I agreed to play boss lady at the ballet while Sabrina is in Croatia and Russia. I am really wishing I could take that back now. Yesterday two people called in and one left early because she wasn't feeling well. That left me with four callers and in the 3.5 hours we only managed to get one donation and one sale. This will not due. I think I am going to have to bribe them. I know what is going on. They are thinking that Lindsey's the cool one, she is wicked fun and blah blah blah. Those things are all true, I will not argue it. But for fucks sake, still work people.

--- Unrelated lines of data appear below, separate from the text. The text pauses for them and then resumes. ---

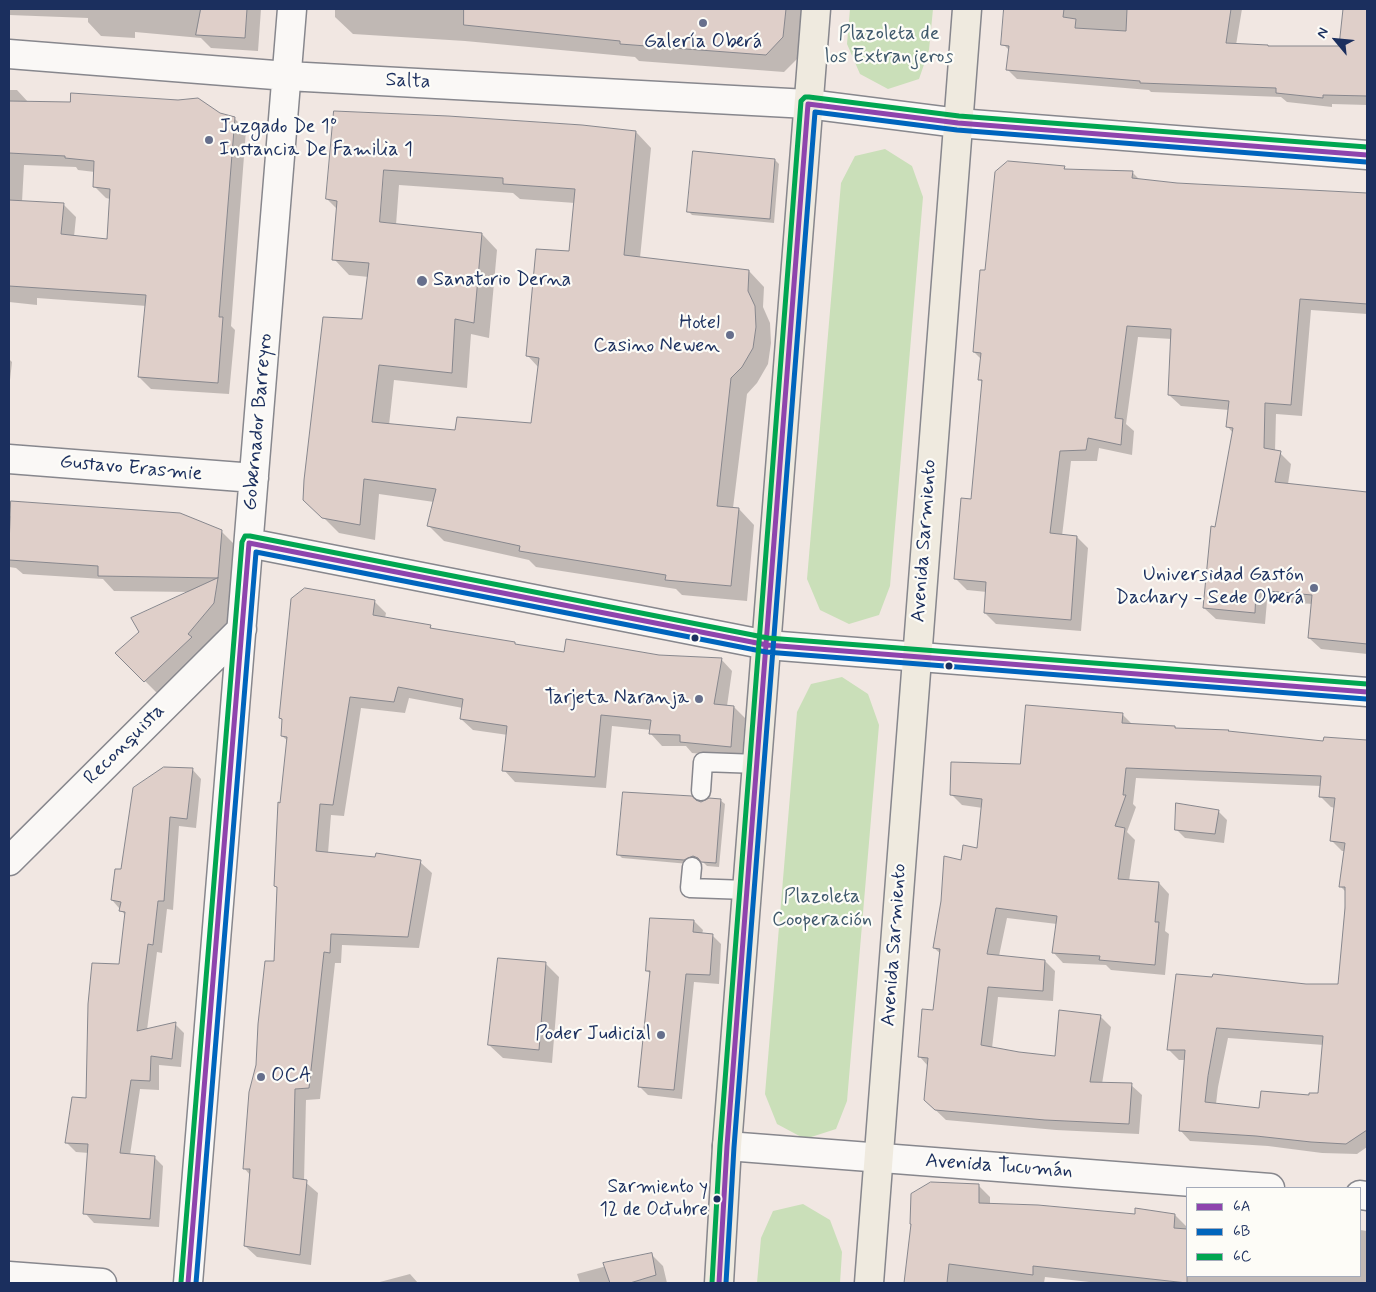 <!DOCTYPE html>
<meta charset="utf-8">
<style>
body{margin:0}
#map{position:relative;width:1376px;height:1292px;overflow:hidden;background:#f1e7e2;font-family:Mynerve,sans-serif}
canvas{display:block}
.frame{position:absolute;inset:0;border:10px solid #1b2f5e;pointer-events:none}
.legend{position:absolute;left:1186px;top:1187px;width:175px;height:90px;box-sizing:border-box;background:#fdfcf7;border:1px solid #a3aaba;margin:0;padding:6px 9px;list-style:none;font-size:15px;color:#1b2f5e}
.legend li{display:flex;align-items:center;gap:10px;height:25px}
.legend b{width:25px;border:1px solid #a3aaba}
.north{position:absolute;left:1311px;top:15px;width:50px;height:50px;-webkit-text-stroke:4px #fdfcf7;paint-order:stroke;rotate:298deg;font-size:14px;font-weight:700;line-height:20px;text-align:center;color:#1b2f5e}
.north::after{content:'';display:block;margin:auto;width:18px;height:22px;background:#1b2f5e;clip-path:polygon(50% 0,100% 100%,50% 72%,0 100%)}
</style>
<div id="map">
<canvas width="1376" height="1292"></canvas>
<div class="frame"></div>
<ul class="legend">
<li><b style="height:6px;background:#8e44ad"></b>6A</li>
<li><b style="height:6px;background:#0065bd"></b>6B</li>
<li><b style="height:6px;background:#00a651"></b>6C</li>
</ul>
<div class="north">N</div>
</div>
<script>
const ctx = document.querySelector('canvas').getContext('2d');
ctx.lineJoin = 'round';
function fill(path, color) { ctx.fillStyle = color; ctx.fill(path, 'evenodd'); }
function strokePath(path, color, width, dash) { ctx.strokeStyle = color; ctx.lineWidth = width; ctx.lineCap = dash ? 'butt' : 'round'; ctx.setLineDash(dash || []); ctx.stroke(path); }
function label(font, color, halo, rows, align = 'center') {
  ctx.font = font + ' Mynerve,sans-serif'; ctx.lineWidth = 4.5; ctx.setLineDash([]); ctx.textBaseline = 'middle'; ctx.strokeStyle = halo; ctx.fillStyle = color; for (const [text, x, y, turn = 0] of rows) {
    ctx.save(); ctx.translate(x, y); ctx.rotate((+turn || 0) * Math.PI / 180); ctx.textAlign = isNaN(turn) ? turn : align; if (halo) ctx.strokeText(text, 0, 0); ctx.fillText(text, 0, 0); ctx.restore();
  }
}
fill(new Path2D(`
 M850 9H933L929 50 919 79 888 89 860 74 847 44Z
 M885 149 912 166 923 197 890 586 879 615 849 624 820 610 807 579 841 183 855 156Z
 M842 677 868 694 879 725 847 1101 836 1129 805 1139 777 1124 765 1094 797 712 811 684Z
 M803 1204 830 1220 842 1252 840 1283H757L761 1238 773 1211Z`), '#cadfb9');
fill(new Path2D(`
 M9 9H261L258 51 211 48 201 38 135 32V38L101 36 88 22V18L9 15Z
 M335 9H804L801 55 784 72 639 61 635 57 465 41 353 34 335 17Z
 M1006 9H1242L1236 45 1269 47H1340L1344 9H1367V105L1332 104V107L1287 102 1281 97 1151 92 1149 90 1017 79 1007 69 1010 51 1003 44Z
 M9 90H17L29 103 219 114 234 118 246 130 231 326 235 330 229 394 151 389 139 377 147 306 37 298V305L9 302ZM24 165 76 167 78 170 95 172 94 186 106 198 110 199 108 240 74 237 76 217 64 205 22 202Z
 M335 112 636 132 651 148 640 258 749 271 764 287 763 307 770 323 771 343 768 364 757 383 747 394 733 508 739 509 754 525 747 601 682 595 676 589 536 567 529 560 444 541 428 525 434 502 379 494 375 540 339 533 321 515 363 320 369 277 349 275 334 259 338 210 327 199ZM399 185 513 193 520 199 575 203 570 252 527 355 539 368 533 424 456 432 389 425 394 380 467 388 471 334 489 338 497 250 482 234 396 225Z
 M775 160 779 164 774 223 692 215 688 211Z
 M1064 168 1067 170 1133 173 1140 180 1177 184 1367 194V314L1311 310 1302 416 1276 414 1275 451 1280 453 1291 464 1288 484 1367 494V654L1321 649 1309 638 1313 604 1267 601 1265 624 1216 619 1204 608 1216 528 1233 433 1227 426 1229 410 1181 406 1169 395 1172 339 1138 337 1126 424 1134 431 1132 455 1099 448 1097 461H1071L1062 536 1077 537 1088 548 1081 631 996 624 985 613 987 592 967 590 956 579 972 500 983 383 979 379 981 359 974 352 986 272Z
 M9 359 12 362 9 389Z
 M9 516 221 531 236 546 230 620 161 697 117 653 191 592 114 591 103 579 23 574 16 568 9 567Z
 M374 601 386 613 385 618 430 626 433 630 514 643 518 646 565 653 721 659 732 671 727 706 734 707 745 718 742 758 692 753 686 746H662L651 734V730L612 726 606 788 515 782 504 770 508 735 473 730 461 719 463 708 409 698 405 713 361 708 344 816 331 815 328 853 420 862 432 873 419 948 342 945 341 963H335L320 1099 306 1100 304 1181 318 1193 311 1265 257 1257 245 1246 250 1175 244 1168 257 1065 275 962 278 889 275 886 288 741 282 736 283 721 280 718Z
 M1122 714 1132 724 1175 727 1177 729 1325 742V738L1367 741V1147L1357 1154 1322 1153 1268 1146 1190 1141 1180 1130 1186 1060H1179L1168 1049 1306 986 1339 985 1346 892 1340 886 1345 851H1342L1331 840 1335 808 1331 807 1321 797V786L1136 778 1133 804 1136 807 1127 832 1135 840 1129 881 1159 883 1169 894 1165 931 1169 934 1165 975 1111 970 1106 965 1063 963 1053 952 1057 924 1007 918 999 956 1045 961 1055 971 1053 1001 998 997 992 1048 1018 1053 1056 1057 1100 1016 1111 1027 1102 1084 1131 1085 1142 1095 1139 1134 1056 1130 946 1120 925 1100 928 1066 920 1057 934 1011 941 954 934 948 962 862 978 849 983 808 962 805 951 794 1021 766ZM1228 1038 1324 1045 1319 1095 1260 1110 1216 1104 1218 1087Z
 M192 769 201 779 196 828 179 826 173 910 167 909 162 953 157 952 147 1030 175 1024 184 1033 181 1067 159 1065V1090L140 1089 130 1155 154 1157 163 1166 159 1227 94 1223 85 1213 89 1153 76 1152 67 1143 87 1099 120 965 126 916 112 900 122 870Z
 M720 800 725 804 719 867 707 866 703 862 697 860 689 864 622 858 618 854 700 803Z
 M1218 811 1227 820 1224 843 1185 838 1176 829Z
 M694 921 703 930 702 934 712 935 721 944 719 984 694 982 682 1099 648 1095 639 1086 651 974 647 971Z
 M545 963 559 977 552 1063 503 1058 489 1045Z
 M979 1186 990 1197V1204L1136 1215H1175L1187 1227V1276H1360V1230L1367 1231V1283H1098L1045 1277 1044 1283H906L912 1225Z
 M651 1254 663 1266 667 1283H580L577 1274Z
 M410 1274 418 1283H376Z`), '#0003');
const building = new Path2D(`
 M201 9H247L245 38 196 35Z
 M464 9H786L783 37 766 55 620 44V41L464 25Z
 M1004 9H1064L1063 17 1076 19 1075 28 1126 31 1127 9H1231L1226 43 1268 45V46H1339L1343 9H1367V96L1323 95V98L1276 93V88L1140 83V81L1006 70 1009 46 1001 45Z
 M71 93 178 100 198 98 220 113 235 117 219 317H223L218 383 138 377 146 295 9 286V200L64 203 61 234 107 239 110 189 93 187 94 161 65 158V156L9 153V101L70 102Z
 M334 111 448 116 582 125 636 131 624 255 749 270 748 291 755 306 756 327 753 348 742 367 731 378 717 506 739 508 731 586 665 580 666 575 519 551 520 546 427 526 436 489 364 479 360 525 322 518 303 500 304 480 323 317 362 319 369 263 332 260 337 201 326 199ZM384 170 503 178V184L575 189 569 251 536 249 526 356 539 358 531 423 457 417 455 430 372 422 379 365 452 373 455 319 474 323 482 233 380 222Z
 M693 151 775 159 770 219 687 212Z
 M1008 161 1065 166 1064 169 1133 171 1132 178 1177 183 1367 193V304L1300 299 1291 405 1265 403 1264 448 1281 451 1275 482 1367 492V644L1308 638 1312 595 1256 590 1255 613 1203 608 1211 526 1215 527 1233 428 1226 427 1229 401 1168 395 1171 329 1127 326 1115 418 1123 419 1121 445 1088 438 1086 450 1060 451 1050 533 1077 536 1071 620 984 613 986 582 954 579 961 498 971 499 982 380H978L981 353 973 352 980 270H985L995 172Z
 M11 501 180 513 222 530 218 578 98 576V566L9 560Z
 M218 578 214 603 188 634 192 637 144 682 115 653 139 632 131 618Z
 M305 588 375 600 373 615 431 625 430 628 515 642V644L564 652 566 639 659 655 722 658 714 704 734 706 731 747 680 742V735L649 734 651 720 601 715 595 777 502 771 507 726 460 719 463 699 398 687 394 702 350 697 333 805 320 804 316 851 375 857 376 853 421 860 408 937 331 934 330 953 324 952 309 1088 295 1089 293 1178 307 1180 300 1255 244 1246 250 1169H243L249 1092 256 1065 258 1024 265 961H274L277 887 274 886 278 802 280 803 287 737 281 736 282 719 279 718 291 599Z
 M1026 705 1123 713 1122 723 1175 726V728L1229 730 1228 731 1323 741 1324 737 1367 740V1130L1346 1144 1311 1142 1256 1136 1179 1131 1185 1050H1167L1176 974 1212 977 1213 974 1306 984H1338L1345 908V887H1339L1345 843 1330 841 1335 798 1319 797 1321 776 1126 768 1123 795H1126L1115 826 1125 828 1118 879 1159 882 1155 922H1159L1155 965 1099 960 1100 956 1052 953 1057 916 996 908 987 954 1045 960 1043 991 988 987 981 1045 1019 1052 1055 1056 1059 1010 1101 1015 1090 1082 1132 1083 1129 1124 1045 1120 935 1110 924 1100 928 1058 918 1057 922 1009 933 1010 940 949 933 948 941 901 944 856 961 860 963 845 977 848 982 799 950 795 951 762 1020 764ZM1217 1028 1323 1036 1318 1093H1309V1095L1261 1091 1259 1108 1205 1102 1208 1076Z
 M164 767 193 768 187 819 170 817 164 901H158L153 945 148 944 137 1031 176 1022 172 1059 151 1056 150 1081 131 1080 120 1153 155 1156 150 1219 83 1214 88 1144 65 1143 72 1097 86 1098 88 1004 92 963 119 964 125 912 119 911 121 902 111 900 115 869H121L133 788Z
 M623 792 692 796 696 800 701 802 709 798 721 799 716 863 701 862 698 858 693 856 684 860 617 855Z
 M1176 803 1219 810 1215 834 1175 830Z
 M650 918 694 920 693 932 713 934 710 975 686 974 674 1090 638 1087 650 971H646Z
 M498 958 546 962 539 1050 488 1045Z
 M931 1182 979 1184V1203L1038 1205 1135 1214V1208L1175 1214 1174 1228 1187 1229V1283L1033 1266V1275L949 1264 947 1283H904L911 1224H910L911 1194Z
 M652 1253 656 1275 630 1283H610L603 1263Z`);
fill(building, '#dfcfc9');
strokePath(building, '#87878d', 1);
const lane = new Path2D(`
 M701 791 703 762 758 764
 M692 867 690 888 747 890`);
const street = new Path2D(`
 M9 54 287 76 808 104 958 123 1367 155
 M9 459 254 478
 M249 543 767 645 1367 692
 M9 861 242 629
 M9 1276 102 1283
 M188 1283 292 9`);
const secondary = new Path2D(`
 M727 1146 1270 1188
 M1360 1195 1367 1196`);
const primary = new Path2D(`
 M719 1283 727 1146 816 9
 M869 1283 967 9`);
strokePath(lane, '#87878d', 21);
strokePath(street, '#87878d', 31);
strokePath(secondary, '#87878d', 31);
strokePath(primary, '#87878d', 31);
strokePath(lane, '#faf8f6', 18);
strokePath(street, '#faf8f6', 28);
strokePath(secondary, '#faf8f6', 28);
strokePath(primary, '#efeadf', 28);
strokePath(new Path2D(`
 M188 1283 249 543 767 645 1367 692
 M719 1283 727 1146 808 104 958 123 1367 155`), '#8e44ad', 5);
strokePath(new Path2D(`
 M196 1283 256 552 766 652 1366 699
 M726 1283 734 1147 815 112 957 130 1366 162`), '#0065bd', 5);
strokePath(new Path2D(`
 M181 1282 242 542 245 536H250L768 638 1367 684
 M712 1283 720 1145 801 101 805 97H809L959 116 1367 147`), '#00a651', 5);
for (const [x, y, r, color] of [
 [703,23,5,"#666f8c"],
 [209,140,5,"#666f8c"],
 [422,281,6,"#666f8c"],
 [730,335,5,"#666f8c"],
 [1314,588,5,"#666f8c"],
 [695,638,4.5,"#1b2f5e"],
 [949,666,4.5,"#1b2f5e"],
 [699,699,5,"#666f8c"],
 [661,1035,5,"#666f8c"],
 [261,1077,5,"#666f8c"],
 [717,1199,4.5,"#1b2f5e"]
]) { const dot = new Path2D(); dot.arc(x, y, r, 0, 2 * Math.PI); ctx.fillStyle = color; ctx.fill(dot); strokePath(dot, '#fdfcf7', 2); }
label('19px', '#1b2f5e', '#fdfcf7', [
 ["Sarmiento y",708,1188],
 ["12 de Octubre",708,1211]
], 'right');
label('20px', '#3f596c', '#fdfcf7', [
 ["Plazoleta de",889,35],
 ["los Extranjeros",889,58],
 ["Plazoleta",822,898],
 ["Cooperación",822,921]
]);
label('20px', '#1b2f5e', '#fdfcf7', [
 ["Galería Oberá",703,43,"center"],
 ["Juzgado De 1º",219,128,"left"],
 ["Instancia De Familia 1",219,151,"left"],
 ["Sanatorio Derna",433,281,"left"],
 ["Hotel",720,324],
 ["Casino Newen",720,347],
 ["Universidad Gastón",1304,576],
 ["Dachary - Sede Oberá",1304,599],
 ["Tarjeta Naranja",689,699],
 ["Poder Judicial",651,1035],
 ["OCA",271,1077,"left"]
], 'right');
label('20px', '#1b2f5e', '#fdfcf7', [
 ["Salta",408,82,3],
 ["Gobernador Barreyro",259,422,-85],
 ["Gustavo Erasmie",131,469,5],
 ["Avenida Sarmiento",925,541,-86],
 ["Reconquista",125,745,-45],
 ["Avenida Sarmiento",895,945,-86],
 ["Avenida Tucumán",999,1167,4]
]);
</script>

I am feeling lonely. It seems that as winter comes people have a tendency to couple up, I swear it is the weather. When it gets cold everyone wants someone to stay warm with. Which is fine. I just am not use to never hearing from certain people. I haven't seen Matt since before I went to Nebraska for the game. Sucky. Then there is Marcus, I haven't seen him in forever... (yes I am publicly calling you out). Most of that is in jest, I just had to poke some fun.
Jeremy is suffocating me. I am either a) way too cynical or b) completely out of it because I can't handle the attention. I think part of it comes from having a low self esteem for so long. I can't handle someone telling me I rock, or that I am beautiful so on so on. It isn't that I don't believe them, it is just that it sounds weird when my ears hear it. And right now, coming from him, it is overwhelming me. I want to sit him down and explain to him that there is such thing as TOO MUCH.
I don't think things between us will work. He is a great guy but... the attraction just isn't there. And I don't think that is shallow. I just don't feel it. And I am not going to force it. It wouldn't be fair to either of us but mostly to him. How is it that I can be the bitchiest girl in the world but hate letting a person down. Seriously, it eats me alive.
2 comments:
First off...you're title of your blog is a little miss leading. I'm surprised that Matt hasn't posted some sort of smart ass comment yet. Also, I don't think Billy Joel has ever been referred to as BJ.
Not going to lie, I have been a ghost as of late. Take your pick from the following:
- Work
- Family
- Sports
- More Sports
- Hanging w/ the guys
- Women
- Halo 3 (surprisingly enough...not with women)
I'll try to not be such a ghost. Cause I think we haven't hung out since the Farmers Market now that I think about it.
As for letting these people walk on you? Are you in a coma when you're there? Lay down the law.
Also on Billy Joel, I would have made fun of your excitement to see Joel in concert. That was until I saw that this was his ex-wife. If he can get her....he's got my vote.
I know it is misleading... I am wicked like that. And not wicked as in "Boston" wicked.. just plain wicked.
Tonight is a new night. I am pissed that they think they can get away with it. You know that bitchy part of me... it's coming out tonight.